Category: Automation

Forbidden because: It exposes everything instantly.

pip install fire
import fire

def greet(name="World"):
    return f"Hello {name}"

fire.Fire(greet)

Why it’s controversial

  • Zero friction – a CLI from any function in seconds
  • Minimal control over the interface
  • Extremely fast prototyping

⚠️ Best for internal tools, not public‑facing CLIs.

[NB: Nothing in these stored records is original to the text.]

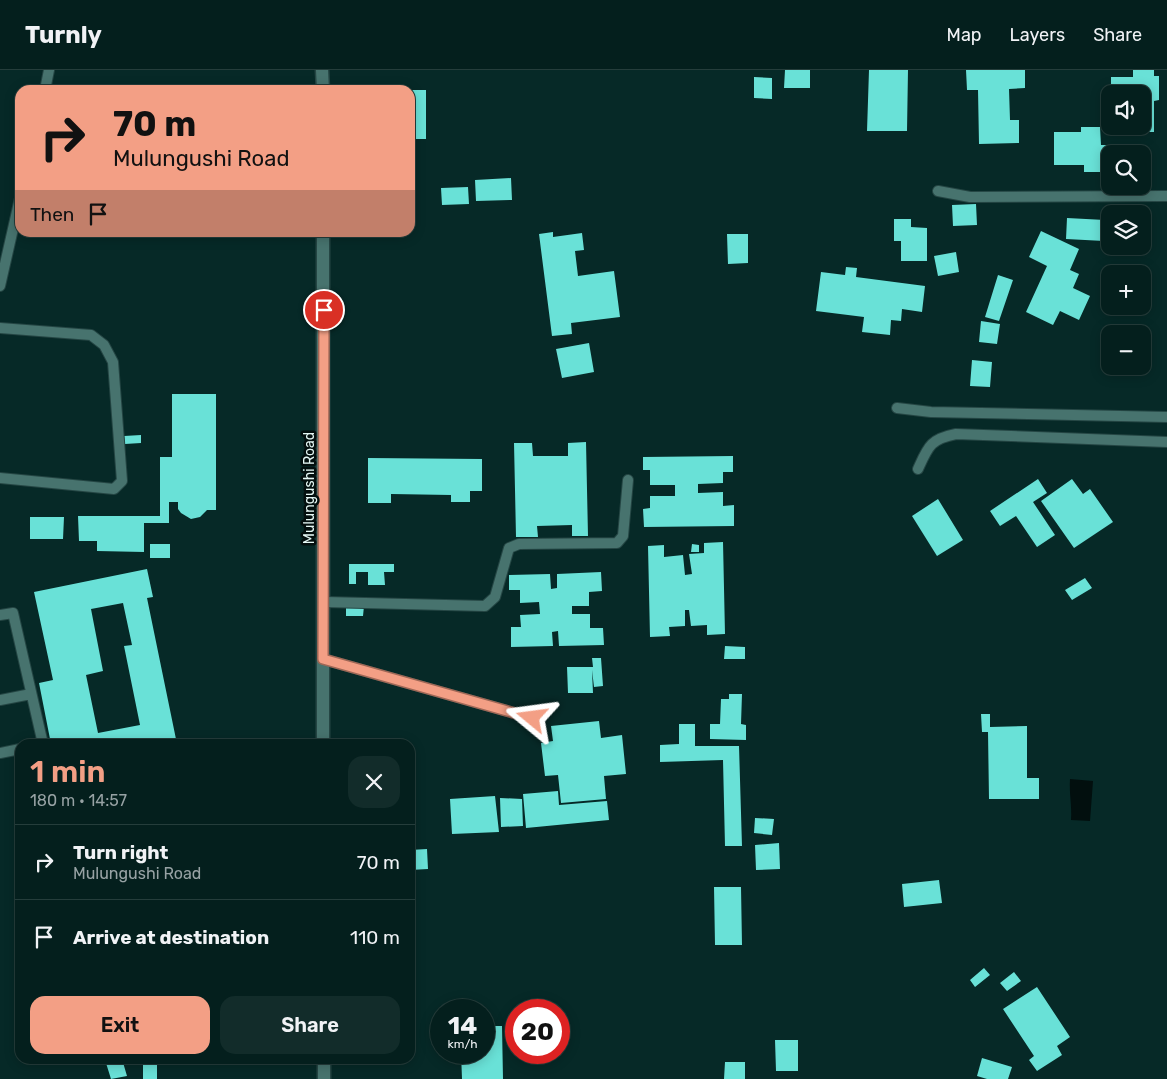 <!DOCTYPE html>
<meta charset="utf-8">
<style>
body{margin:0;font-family:Rubik,sans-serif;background:#122c2a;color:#f1f3f6;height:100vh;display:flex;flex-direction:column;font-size:19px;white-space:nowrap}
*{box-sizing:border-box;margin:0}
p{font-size:16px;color:#97a2a4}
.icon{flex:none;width:28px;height:28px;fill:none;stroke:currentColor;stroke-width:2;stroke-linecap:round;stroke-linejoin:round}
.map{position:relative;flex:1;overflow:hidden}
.drawer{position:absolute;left:15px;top:669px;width:400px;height:325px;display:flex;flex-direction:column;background:#041f1d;border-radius:15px;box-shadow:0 2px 12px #0003,0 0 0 1px #253d3b}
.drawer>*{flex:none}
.guide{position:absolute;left:15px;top:15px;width:400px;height:152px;border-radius:15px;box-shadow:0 2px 12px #0003,0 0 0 1px #253d3b;background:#f39f85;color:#111;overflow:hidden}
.controls{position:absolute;left:1101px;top:15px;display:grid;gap:10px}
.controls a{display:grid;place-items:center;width:50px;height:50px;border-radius:10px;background:#041f1d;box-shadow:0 2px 12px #0003,0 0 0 1px #253d3b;font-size:25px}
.speed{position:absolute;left:430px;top:929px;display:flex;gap:10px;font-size:25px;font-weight:700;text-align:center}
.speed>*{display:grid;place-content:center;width:65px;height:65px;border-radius:50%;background:#041f1d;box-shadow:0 2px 12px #0003,0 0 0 1px #253d3b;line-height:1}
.speed small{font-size:12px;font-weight:400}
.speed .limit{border:8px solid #d22;background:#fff;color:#111}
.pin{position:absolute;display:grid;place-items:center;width:42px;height:42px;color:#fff;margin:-21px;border:2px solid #fff;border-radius:50%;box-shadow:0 1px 5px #0007}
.me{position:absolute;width:55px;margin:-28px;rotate:286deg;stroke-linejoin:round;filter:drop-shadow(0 0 4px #0008)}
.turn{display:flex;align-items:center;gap:18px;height:105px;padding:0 15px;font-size:22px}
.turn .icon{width:65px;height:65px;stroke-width:2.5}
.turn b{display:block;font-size:35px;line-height:42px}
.then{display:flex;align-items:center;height:48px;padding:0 15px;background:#0003;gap:10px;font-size:19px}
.round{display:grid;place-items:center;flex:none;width:52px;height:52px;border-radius:15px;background:#122c2a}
.summary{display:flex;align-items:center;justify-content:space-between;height:85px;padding:0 15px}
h1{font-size:30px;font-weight:600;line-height:38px;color:#f39f85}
.button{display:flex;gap:10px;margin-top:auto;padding:10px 15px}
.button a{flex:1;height:58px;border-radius:15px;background:#f39f85;color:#111;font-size:20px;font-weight:600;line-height:58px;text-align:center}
.button a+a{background:#122c2a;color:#f1f3f6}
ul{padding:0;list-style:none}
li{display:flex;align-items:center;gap:15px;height:75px;padding:0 15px;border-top:1px solid #253d3b}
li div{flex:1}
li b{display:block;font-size:19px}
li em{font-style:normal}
header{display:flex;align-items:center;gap:30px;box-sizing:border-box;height:70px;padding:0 25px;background:#041f1d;border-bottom:1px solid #253d3b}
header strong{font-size:24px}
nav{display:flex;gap:28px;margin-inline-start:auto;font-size:18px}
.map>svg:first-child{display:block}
.water{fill:#020f0e}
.building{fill:#69e1d7;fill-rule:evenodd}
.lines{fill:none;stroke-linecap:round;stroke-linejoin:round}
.lane-casing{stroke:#254644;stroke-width:12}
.street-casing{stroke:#254644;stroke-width:15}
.lane{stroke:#47736e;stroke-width:10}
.street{stroke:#47736e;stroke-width:12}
.route-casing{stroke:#9e6756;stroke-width:12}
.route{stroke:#f39f85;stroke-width:9}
.labels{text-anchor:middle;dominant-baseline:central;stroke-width:5;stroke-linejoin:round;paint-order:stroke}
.street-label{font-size:14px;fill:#e5f8f5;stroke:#030f0e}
</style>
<header>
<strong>Turnly</strong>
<nav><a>Map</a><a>Layers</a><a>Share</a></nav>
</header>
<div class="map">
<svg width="1167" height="1009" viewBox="0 0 1167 1009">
<rect width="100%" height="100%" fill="#062927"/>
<path class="water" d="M 1070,709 L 1093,711 L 1090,751 L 1071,750 C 1072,736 1069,723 1070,709 Z"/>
<path class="building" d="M 785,0 L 810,0 L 810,18 L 784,18 Z
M 869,0 L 908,0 L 907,61 L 867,61 Z
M 966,0 L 1025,0 L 1025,18 L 1009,19 L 1010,50 L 1019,50 L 1019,73 L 979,74 L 978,20 L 967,20 Z
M 1133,0 L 1154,0 L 1154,6 L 1159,6 L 1159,30 L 1154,31 L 1154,62 L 1118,62 L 1118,56 L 1142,56 L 1142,24 L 1111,24 L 1111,7 L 1133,7 Z
M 754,7 L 772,8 L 772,29 L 754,28 Z
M 410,20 L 426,20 L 426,69 L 413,69 L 413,108 L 410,108 Z
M 1081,57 L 1100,57 L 1101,75 L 1113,75 L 1110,94 L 1100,94 L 1100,102 L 1084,102 L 1084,95 L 1054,95 L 1054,62 L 1081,62 Z
M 511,108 L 512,130 L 476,131 L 475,110 Z
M 468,117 L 469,134 L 442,135 L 441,118 Z
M 976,134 L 977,155 L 953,156 L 952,135 Z
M 1067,148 L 1105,150 L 1104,171 L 1066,169 Z
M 894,149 L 911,149 L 911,157 L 927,158 L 927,191 L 901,191 L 901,171 L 894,171 Z
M 1041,161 L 1079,179 L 1070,200 L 1079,204 L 1073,218 L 1090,226 L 1079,250 L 1060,241 L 1053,255 L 1026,242 L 1047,196 L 1029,187 Z
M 553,162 L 553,167 L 582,163 L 584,180 L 575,181 L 578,206 L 614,201 L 620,247 L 571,253 L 572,264 L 552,266 L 539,164 Z
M 727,164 L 748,164 L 748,193 L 728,194 Z
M 956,182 L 959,202 L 938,206 L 934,186 Z
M 846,197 L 857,198 L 856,207 L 925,216 L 922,242 L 902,239 L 901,251 L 891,250 L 890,265 L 862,262 L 864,247 L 816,241 L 821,202 L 845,205 Z
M 998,205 L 1013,210 L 999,251 L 985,247 Z
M 981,251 L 1000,254 L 997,274 L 979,272 Z
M 589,273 L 594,302 L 562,308 L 556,279 Z
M 972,290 L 992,292 L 990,317 L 970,316 Z
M 172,324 L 216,324 L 216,440 L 207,440 L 200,447 L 191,449 L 181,443 L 178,439 L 178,432 L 169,432 L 169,453 L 144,453 L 144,482 L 97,481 L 97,471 L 79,471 L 78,446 L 160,446 L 160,387 L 172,387 Z
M 141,365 L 141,373 L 125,374 L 124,366 Z
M 586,372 L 588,466 L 572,466 L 572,455 L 537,456 L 538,467 L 516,467 L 514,373 L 532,373 L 533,386 L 568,386 L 568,373 Z
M 733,386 L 733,402 L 723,402 L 723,413 L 698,414 L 698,423 L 723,422 L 723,436 L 734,435 L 734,456 L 644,457 L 643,439 L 650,438 L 650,426 L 675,426 L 675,415 L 650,415 L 650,400 L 643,400 L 643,387 Z
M 368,388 L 482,389 L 482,421 L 470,421 L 470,432 L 451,432 L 451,425 L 391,424 L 391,433 L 368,433 Z
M 1038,409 L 1047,423 L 1033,432 L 1055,465 L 1037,477 L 1016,446 L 1000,456 L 990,441 Z
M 1072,409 L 1083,424 L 1090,419 L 1113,452 L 1074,478 L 1041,431 Z
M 938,429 L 963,470 L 937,486 L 912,446 Z
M 30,447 L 64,447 L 63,469 L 30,469 Z
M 723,472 L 725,564 L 707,565 L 707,555 L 691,556 L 689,540 L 685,540 L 685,556 L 669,557 L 670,566 L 650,567 L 648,476 L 664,475 L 664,487 L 683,485 L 685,505 L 692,504 L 689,484 L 704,483 L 704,473 Z
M 150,474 L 170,474 L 170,488 L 150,488 Z
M 692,474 L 699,475 L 699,482 L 691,482 Z
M 349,494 L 394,494 L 394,502 L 384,502 L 385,515 L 368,515 L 368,502 L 356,502 L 356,514 L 349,514 Z
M 147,499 L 153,527 L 147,528 L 177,674 L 51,674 L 39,613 L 53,610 L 34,522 ZM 123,533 L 132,575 L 124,576 L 140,655 L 98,663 L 86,605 L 103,601 L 91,539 Z
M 601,502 L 602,521 L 589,522 L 589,536 L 572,536 L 572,544 L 590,544 L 590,558 L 603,558 L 604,575 L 559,576 L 558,561 L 552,562 L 553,576 L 511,577 L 511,557 L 521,557 L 520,545 L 540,544 L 539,532 L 520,533 L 520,520 L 509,520 L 509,505 L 550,504 L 551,519 L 557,518 L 557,504 Z
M 1085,508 L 1092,518 L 1072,530 L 1065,520 Z
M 346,536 L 364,536 L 363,546 L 346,546 Z
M 725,576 L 745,577 L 745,589 L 724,589 Z
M 592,588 L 601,588 L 603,616 L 594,617 L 592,600 L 593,623 L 568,623 L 567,597 L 593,597 Z
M 729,624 L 742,624 L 741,654 L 746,655 L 746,670 L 710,669 L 710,654 L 720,654 L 721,629 L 729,629 Z
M 981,644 L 990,644 L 990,657 L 1027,656 L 1027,708 L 1039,708 L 1039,729 L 989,729 L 988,662 L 982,662 Z
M 599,651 L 601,668 L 622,665 L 626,704 L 604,706 L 606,729 L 561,733 L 558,705 L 545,706 L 541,673 L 553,671 L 551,656 Z
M 679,654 L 695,654 L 695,676 L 739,676 L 742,776 L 725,776 L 723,690 L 660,692 L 660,675 L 679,674 Z
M 558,721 L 559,735 L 607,731 L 609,750 L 526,758 L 523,724 Z
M 495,726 L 499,762 L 452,764 L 450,729 Z
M 500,728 L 522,729 L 523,756 L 501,757 Z
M 755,748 L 774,749 L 772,765 L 754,763 Z
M 779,773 L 780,799 L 756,800 L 755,775 Z
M 427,779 L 428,799 L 410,800 L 410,780 Z
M 939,810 L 942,833 L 904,837 L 902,814 Z
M 714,817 L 741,817 L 742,875 L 715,875 Z
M 984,898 L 990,905 L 975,917 L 970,910 Z
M 1014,902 L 1021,911 L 1007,921 L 1000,913 Z
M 1037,917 L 1070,967 L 1057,976 L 1062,985 L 1037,1001 L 1029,990 L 1034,986 L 1003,939 Z
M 484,956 L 502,956 L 503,1009 L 462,1009 L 461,982 L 484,982 Z
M 775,970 L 798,970 L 798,1001 L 776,1001 Z
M 982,988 L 1012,997 L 1008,1009 L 987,1009 L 977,1006 Z
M 122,989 L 127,1006 L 111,1009 L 106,993 Z
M 143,989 L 157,989 L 157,1009 L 143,1009 Z
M 725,992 L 745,992 L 745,1009 L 724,1009 Z"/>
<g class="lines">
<g class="lane-casing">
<path id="lane" d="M 45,20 L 49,0
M 938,121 L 970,127 L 1167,126
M 0,216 L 20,128
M 0,258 L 91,265 L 104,275 L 113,292 L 122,411 L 114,419 L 0,408
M 897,338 L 931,342 L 1167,347
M 918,399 C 928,377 930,369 956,364 L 1167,372
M 325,532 L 485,536 L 495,527 L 509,478 L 519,474 L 617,473 L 623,466 L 628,410
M 0,545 L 13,543 L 43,674
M 323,589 L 532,648
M 0,630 L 31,624
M 0,683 L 20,679"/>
</g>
<g class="street-casing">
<path id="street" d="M 322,0 L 323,20
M 323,674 L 323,162
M 324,989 L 324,1009"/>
</g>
<use href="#lane" class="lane"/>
<use href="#street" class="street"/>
</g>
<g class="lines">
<g class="route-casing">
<path id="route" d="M 324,240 L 323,589 L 532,648"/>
</g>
<use href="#route" class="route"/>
</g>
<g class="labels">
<g class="street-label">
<text transform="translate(309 418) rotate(-90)">Mulungushi Road</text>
</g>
</g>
</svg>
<div class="controls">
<a><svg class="icon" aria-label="sound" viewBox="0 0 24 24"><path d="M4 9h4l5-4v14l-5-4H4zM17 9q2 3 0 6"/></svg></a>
<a><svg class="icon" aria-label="search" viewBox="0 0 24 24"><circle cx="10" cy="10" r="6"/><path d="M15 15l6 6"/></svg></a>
<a><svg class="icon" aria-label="layers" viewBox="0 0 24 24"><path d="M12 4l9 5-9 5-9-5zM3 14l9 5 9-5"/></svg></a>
<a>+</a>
<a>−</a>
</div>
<div class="speed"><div>14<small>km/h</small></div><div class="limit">20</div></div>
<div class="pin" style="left:324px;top:240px;background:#d93025"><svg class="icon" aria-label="arrive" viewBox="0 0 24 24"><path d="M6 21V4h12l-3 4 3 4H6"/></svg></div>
<svg class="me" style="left:532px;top:648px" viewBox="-20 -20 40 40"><path d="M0-17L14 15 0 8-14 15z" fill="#f39f85" stroke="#fff" stroke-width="4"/></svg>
<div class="guide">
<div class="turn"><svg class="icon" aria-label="right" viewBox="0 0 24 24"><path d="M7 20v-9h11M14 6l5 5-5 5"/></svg><div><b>70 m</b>Mulungushi Road</div></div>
<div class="then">Then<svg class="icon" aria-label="arrive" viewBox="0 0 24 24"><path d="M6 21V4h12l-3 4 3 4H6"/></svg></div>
</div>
<section class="drawer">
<div class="summary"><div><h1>1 min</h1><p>180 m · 14:57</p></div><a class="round"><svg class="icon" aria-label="close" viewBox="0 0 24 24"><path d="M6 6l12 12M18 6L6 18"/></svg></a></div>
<ul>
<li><svg class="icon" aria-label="right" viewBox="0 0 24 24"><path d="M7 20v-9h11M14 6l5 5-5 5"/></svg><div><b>Turn right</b><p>Mulungushi Road</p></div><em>70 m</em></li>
<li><svg class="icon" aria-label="arrive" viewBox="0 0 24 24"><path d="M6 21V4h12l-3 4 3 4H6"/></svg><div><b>Arrive at destination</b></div><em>110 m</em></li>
</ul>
<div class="button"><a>Exit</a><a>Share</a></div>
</section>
</div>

🔟 Autopep8 + Ruff — The Style Dictators

Category: Code Quality

Forbidden because: They enforce opinions.

pip install autopep8 ruff

Why they’re powerful

  • Auto‑format code (autopep8)
  • Catch bugs early and enforce linting rules (ruff)
  • Impose a consistent style across the codebase

Once enabled:

“I don’t argue about style anymore.”

And that’s freedom.

🧠 Final Thoughts: Why These Feel “Forbidden”

These tools:

  • Remove traditional barriers
  • Replace old workflows
  • Make Python feel unfairly productive

They’re avoided not because they’re bad—but because they change habits. Embrace the “forbidden” and watch your productivity soar.

If you:

  • Build SaaS
  • Ship boilerplates
  • Create dev tools
  • Value speed over ceremony

👉 You should be using at least 5 of these already.